### [Required action]
Count the lines that contain the string "streets" in the records beneath, and respond with the number only.

### [Supplied records]
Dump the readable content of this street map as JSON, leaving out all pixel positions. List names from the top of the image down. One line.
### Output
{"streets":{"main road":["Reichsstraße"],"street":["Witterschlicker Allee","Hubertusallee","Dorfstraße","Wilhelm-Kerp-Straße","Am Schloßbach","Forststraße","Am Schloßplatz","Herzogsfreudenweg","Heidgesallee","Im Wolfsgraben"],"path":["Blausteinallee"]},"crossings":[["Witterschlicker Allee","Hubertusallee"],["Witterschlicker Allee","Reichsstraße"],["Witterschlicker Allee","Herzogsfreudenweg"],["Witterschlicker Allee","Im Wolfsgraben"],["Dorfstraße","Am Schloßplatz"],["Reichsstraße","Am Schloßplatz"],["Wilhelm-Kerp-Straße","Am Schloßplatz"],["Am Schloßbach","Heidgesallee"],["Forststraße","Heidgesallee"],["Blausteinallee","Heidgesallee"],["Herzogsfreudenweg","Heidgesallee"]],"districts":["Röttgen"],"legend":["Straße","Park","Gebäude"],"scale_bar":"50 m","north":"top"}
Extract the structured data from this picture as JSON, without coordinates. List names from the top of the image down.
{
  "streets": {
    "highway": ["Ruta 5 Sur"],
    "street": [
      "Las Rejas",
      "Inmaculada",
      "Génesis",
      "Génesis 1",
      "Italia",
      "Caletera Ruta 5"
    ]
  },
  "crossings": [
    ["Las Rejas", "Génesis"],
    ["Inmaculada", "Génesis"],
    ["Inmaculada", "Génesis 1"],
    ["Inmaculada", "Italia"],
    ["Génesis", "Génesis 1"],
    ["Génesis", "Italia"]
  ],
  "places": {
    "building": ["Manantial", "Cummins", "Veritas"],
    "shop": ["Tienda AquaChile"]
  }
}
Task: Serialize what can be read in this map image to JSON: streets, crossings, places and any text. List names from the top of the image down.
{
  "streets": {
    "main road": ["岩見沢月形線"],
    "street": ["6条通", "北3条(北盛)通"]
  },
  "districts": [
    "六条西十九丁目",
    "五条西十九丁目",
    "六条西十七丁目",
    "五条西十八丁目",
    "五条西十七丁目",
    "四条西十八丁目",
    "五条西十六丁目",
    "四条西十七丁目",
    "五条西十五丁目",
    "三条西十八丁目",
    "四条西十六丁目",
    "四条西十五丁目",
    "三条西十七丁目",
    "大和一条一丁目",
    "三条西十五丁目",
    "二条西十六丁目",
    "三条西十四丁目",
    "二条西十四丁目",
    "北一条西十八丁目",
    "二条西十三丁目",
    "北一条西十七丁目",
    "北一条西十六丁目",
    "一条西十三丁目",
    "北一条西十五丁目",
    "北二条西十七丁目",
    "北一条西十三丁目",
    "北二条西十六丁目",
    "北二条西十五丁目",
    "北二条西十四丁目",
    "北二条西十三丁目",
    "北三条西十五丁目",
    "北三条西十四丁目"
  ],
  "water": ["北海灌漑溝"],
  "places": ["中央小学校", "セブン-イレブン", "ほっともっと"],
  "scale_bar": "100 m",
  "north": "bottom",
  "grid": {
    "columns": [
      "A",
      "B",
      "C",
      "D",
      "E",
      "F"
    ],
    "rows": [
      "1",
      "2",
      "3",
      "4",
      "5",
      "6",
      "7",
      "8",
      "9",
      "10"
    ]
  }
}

### [Written response]
4